Now the funny part. types key MUST be defined prior all others (see documentation), and default key needs to go last. While I understand why default order is important (common practise for fallback mechanisms), but I am not sure why it’s important to have types first. At the end of the day, it is simply a JSON file – runtime can read it first, and then decide what priority to set.

You can also define conditional exports for TS typings using typesVersions:

 "typesVersions": {
    ">=3.1": { "*": ["ts3.1/*"] },
    ">=4.2": { "*": ["ts4.2/*"] }
  }

Hacky part

As I mentioned earlier, we need to execute some custom scripts at the end of the build. So why do we need it?

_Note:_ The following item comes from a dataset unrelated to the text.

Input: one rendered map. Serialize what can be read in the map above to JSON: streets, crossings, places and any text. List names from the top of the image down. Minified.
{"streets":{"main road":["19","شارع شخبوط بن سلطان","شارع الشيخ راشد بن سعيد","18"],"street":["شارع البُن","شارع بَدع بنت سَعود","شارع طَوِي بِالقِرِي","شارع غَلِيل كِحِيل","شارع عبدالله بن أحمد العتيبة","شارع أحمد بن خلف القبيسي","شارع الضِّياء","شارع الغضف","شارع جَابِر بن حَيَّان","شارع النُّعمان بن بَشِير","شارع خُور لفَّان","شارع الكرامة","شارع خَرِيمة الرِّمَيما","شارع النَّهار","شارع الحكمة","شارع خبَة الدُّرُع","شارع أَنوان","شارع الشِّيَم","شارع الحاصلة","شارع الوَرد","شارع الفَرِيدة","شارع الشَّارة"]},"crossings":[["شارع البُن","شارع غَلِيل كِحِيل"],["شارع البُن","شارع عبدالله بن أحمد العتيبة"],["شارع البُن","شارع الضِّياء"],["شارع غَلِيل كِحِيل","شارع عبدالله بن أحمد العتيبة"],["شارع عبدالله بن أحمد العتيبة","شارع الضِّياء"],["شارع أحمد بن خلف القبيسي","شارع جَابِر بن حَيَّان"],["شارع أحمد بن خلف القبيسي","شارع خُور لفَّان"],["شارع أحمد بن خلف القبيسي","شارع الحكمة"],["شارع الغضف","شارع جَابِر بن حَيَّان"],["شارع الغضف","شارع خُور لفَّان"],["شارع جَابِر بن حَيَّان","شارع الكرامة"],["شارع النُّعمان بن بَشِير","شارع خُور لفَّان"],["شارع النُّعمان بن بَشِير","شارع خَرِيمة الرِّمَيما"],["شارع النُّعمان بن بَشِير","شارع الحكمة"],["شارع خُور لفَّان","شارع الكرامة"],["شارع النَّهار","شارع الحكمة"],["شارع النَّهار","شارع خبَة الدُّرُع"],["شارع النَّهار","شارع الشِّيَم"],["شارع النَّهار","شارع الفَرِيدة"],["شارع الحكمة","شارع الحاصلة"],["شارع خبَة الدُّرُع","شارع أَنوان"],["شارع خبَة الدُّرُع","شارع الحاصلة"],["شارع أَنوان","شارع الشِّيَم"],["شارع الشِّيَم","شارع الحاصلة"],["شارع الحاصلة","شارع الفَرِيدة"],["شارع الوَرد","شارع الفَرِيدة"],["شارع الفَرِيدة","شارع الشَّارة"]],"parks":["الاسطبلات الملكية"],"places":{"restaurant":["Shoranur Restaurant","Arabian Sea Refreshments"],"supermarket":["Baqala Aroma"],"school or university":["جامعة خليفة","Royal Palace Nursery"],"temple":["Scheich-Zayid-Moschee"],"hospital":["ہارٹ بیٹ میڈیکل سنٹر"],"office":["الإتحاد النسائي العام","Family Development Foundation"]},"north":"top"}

First of all, let’s look at the script:

const fs = require("fs");
const path = require("path");

const buildDir = "./build";
function createEsmModulePackageJson() {
  fs.readdir(buildDir, function (err, dirs) {
    if (err) {
      throw err;
    }
    dirs.forEach(function (dir) {
      if (dir === "esm") {
        var packageJsonFile = path.join(buildDir, dir, "/package.json");
        if (!fs.existsSync(packageJsonFile)) {
          fs.writeFile(
            packageJsonFile,
            new Uint8Array(Buffer.from('{"type": "module"}')),
            function (err) {
              if (err) {
                throw err;
              }
            }
          );
        }
      }
    });
  });
}

createEsmModulePackageJson();

So entire idea of this script is to generate separate package.json for ESM build (under build/esm directory) with the following content:

{"type": "module"}

This will tell the consumer build system that the underlying directory has modern EcmaScript modules. Otherwise, it will complain with:

SyntaxError: Unexpected token 'export'

Can we do better? Yes! npm has an implicit file extension convention to distinguish between ESM and CJS. All files with .mjs extension will be interpreted as ESM while .cjs – as CommonJS module. So instead of creating this hacky script, we can define "type": "module" in our root package.json and have CommonJS require files using .cjs extension.

But I find an existing way is more user-friendly because consumers don’t need to worry about extensions, they can simply use this library as-is:

// for CommonJS
const { run } = require("my-fancy-lib");
// for ESM
import { run } from "my-fancy-lib";

Security considerations

There is a risk called dual package hazard:

When an application is using a package that provides both CommonJS and ES module sources, there is a risk of certain bugs if both versions of the package get loaded. This potential comes from the fact that the pkgInstance created by const pkgInstance = require('pkg') is not the same as the pkgInstance created by import pkgInstance from 'pkg' (or an alternative main path like 'pkg/module'). This is the “dual package hazard,” where two versions of the same package can be loaded within the same runtime environment. While it is unlikely that an application or package would intentionally load both versions directly, it is common for an application to load one version while a dependency of the application loads the other version. This hazard can happen because Node.js supports intermixing CommonJS and ES modules, and can lead to unexpected behavior.

Final words

Having multiple variants of the same build which end users can consume without worrying about whether it’s compiled for their build target is always a nice user experience. In real projects, you are more likely to use UMD (Universal Module Definition) format that generated a single bundle for both worlds. However, sometimes it is useful to have fine granular builds – for example, when using module/nomodule pattern for loading scripts in the browser.